====== Source material

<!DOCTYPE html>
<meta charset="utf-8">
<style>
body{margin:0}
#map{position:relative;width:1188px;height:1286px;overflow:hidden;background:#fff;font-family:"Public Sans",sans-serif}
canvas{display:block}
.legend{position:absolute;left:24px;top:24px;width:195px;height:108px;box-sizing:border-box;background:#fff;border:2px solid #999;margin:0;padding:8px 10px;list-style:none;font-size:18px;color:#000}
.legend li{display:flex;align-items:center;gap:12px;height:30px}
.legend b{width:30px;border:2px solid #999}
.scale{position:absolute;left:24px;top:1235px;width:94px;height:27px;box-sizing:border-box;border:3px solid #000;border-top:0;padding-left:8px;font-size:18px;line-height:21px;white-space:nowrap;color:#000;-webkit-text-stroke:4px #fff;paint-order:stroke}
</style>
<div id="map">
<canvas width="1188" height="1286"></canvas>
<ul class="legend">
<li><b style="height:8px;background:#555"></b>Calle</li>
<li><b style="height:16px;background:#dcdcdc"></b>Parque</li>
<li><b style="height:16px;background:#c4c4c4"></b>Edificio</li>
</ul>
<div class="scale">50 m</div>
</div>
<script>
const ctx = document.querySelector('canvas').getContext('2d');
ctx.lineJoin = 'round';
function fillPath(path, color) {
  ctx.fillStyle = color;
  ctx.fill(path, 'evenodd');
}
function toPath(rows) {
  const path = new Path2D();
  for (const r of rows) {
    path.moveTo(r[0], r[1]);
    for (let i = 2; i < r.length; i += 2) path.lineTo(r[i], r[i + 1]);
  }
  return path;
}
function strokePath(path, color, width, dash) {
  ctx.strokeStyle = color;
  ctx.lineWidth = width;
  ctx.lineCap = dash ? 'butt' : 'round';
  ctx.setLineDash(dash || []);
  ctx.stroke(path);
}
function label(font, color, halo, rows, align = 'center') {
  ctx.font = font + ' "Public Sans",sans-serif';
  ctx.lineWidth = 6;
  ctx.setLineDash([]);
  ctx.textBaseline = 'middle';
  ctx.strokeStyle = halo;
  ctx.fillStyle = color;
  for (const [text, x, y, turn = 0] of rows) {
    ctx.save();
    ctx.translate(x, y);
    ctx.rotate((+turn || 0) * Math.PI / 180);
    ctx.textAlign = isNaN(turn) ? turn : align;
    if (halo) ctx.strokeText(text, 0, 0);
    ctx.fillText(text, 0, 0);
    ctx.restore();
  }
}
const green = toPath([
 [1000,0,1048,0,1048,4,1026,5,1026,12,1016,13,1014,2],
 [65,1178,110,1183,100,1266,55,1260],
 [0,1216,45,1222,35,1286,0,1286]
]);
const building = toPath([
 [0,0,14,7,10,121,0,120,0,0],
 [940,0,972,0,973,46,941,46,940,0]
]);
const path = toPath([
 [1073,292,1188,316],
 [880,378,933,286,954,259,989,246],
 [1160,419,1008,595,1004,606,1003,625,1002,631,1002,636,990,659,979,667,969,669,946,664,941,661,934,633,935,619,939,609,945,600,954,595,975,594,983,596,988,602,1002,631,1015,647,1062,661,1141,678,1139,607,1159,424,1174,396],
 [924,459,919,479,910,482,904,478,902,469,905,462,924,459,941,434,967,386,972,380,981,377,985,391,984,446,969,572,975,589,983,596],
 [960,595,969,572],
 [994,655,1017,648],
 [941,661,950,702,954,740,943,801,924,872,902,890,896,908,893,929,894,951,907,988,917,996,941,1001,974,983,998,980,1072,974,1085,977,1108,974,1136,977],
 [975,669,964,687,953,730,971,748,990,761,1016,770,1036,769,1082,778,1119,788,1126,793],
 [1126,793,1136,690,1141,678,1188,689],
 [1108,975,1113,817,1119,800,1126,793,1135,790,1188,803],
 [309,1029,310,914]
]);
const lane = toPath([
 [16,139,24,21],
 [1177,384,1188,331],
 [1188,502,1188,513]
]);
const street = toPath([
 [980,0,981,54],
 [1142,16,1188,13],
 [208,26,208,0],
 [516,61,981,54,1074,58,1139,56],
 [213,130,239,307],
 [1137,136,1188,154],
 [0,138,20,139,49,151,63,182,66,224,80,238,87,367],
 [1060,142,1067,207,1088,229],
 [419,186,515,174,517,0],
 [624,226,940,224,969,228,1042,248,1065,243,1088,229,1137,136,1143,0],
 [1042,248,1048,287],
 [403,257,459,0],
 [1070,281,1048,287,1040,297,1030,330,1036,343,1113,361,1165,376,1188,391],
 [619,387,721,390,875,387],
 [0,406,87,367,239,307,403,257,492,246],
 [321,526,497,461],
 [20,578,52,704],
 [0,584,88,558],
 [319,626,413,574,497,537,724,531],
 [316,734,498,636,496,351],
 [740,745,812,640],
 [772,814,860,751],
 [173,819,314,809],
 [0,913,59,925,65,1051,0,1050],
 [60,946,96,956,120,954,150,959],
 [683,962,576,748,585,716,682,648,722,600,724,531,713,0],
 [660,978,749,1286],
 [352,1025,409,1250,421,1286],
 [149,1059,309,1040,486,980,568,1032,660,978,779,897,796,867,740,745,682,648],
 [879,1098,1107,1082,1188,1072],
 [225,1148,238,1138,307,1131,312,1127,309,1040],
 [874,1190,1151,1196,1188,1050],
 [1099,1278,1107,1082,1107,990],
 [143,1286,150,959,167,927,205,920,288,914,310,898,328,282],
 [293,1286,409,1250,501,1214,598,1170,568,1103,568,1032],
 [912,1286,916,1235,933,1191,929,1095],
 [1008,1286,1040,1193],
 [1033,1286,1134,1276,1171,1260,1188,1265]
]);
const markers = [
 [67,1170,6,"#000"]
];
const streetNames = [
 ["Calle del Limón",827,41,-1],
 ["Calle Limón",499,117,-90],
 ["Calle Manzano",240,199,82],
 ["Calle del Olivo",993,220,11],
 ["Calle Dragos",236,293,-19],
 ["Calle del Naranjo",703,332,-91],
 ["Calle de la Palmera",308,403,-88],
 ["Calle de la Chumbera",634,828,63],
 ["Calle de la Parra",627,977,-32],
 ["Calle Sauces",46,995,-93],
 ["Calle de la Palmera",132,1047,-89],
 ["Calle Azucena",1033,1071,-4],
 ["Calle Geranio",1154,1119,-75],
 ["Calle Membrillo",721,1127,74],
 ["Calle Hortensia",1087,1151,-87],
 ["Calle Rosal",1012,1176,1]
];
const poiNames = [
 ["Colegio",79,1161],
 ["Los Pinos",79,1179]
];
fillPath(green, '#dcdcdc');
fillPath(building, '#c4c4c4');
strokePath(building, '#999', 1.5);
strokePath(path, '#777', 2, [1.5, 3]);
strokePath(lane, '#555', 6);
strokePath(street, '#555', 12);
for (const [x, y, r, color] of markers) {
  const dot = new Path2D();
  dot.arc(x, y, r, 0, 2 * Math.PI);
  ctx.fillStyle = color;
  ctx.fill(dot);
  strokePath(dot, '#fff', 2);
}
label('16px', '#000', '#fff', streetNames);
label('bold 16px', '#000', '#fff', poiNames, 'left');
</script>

============

In the listing above, please copy exactly the lines from the first through the one that contains "for (const r", and no others.

<!DOCTYPE html>
<meta charset="utf-8">
<style>
body{margin:0}
#map{position:relative;width:1188px;height:1286px;overflow:hidden;background:#fff;font-family:"Public Sans",sans-serif}
canvas{display:block}
.legend{position:absolute;left:24px;top:24px;width:195px;height:108px;box-sizing:border-box;background:#fff;border:2px solid #999;margin:0;padding:8px 10px;list-style:none;font-size:18px;color:#000}
.legend li{display:flex;align-items:center;gap:12px;height:30px}
.legend b{width:30px;border:2px solid #999}
.scale{position:absolute;left:24px;top:1235px;width:94px;height:27px;box-sizing:border-box;border:3px solid #000;border-top:0;padding-left:8px;font-size:18px;line-height:21px;white-space:nowrap;color:#000;-webkit-text-stroke:4px #fff;paint-order:stroke}
</style>
<div id="map">
<canvas width="1188" height="1286"></canvas>
<ul class="legend">
<li><b style="height:8px;background:#555"></b>Calle</li>
<li><b style="height:16px;background:#dcdcdc"></b>Parque</li>
<li><b style="height:16px;background:#c4c4c4"></b>Edificio</li>
</ul>
<div class="scale">50 m</div>
</div>
<script>
const ctx = document.querySelector('canvas').getContext('2d');
ctx.lineJoin = 'round';
function fillPath(path, color) {
  ctx.fillStyle = color;
  ctx.fill(path, 'evenodd');
}
function toPath(rows) {
  const path = new Path2D();
  for (const r of rows) {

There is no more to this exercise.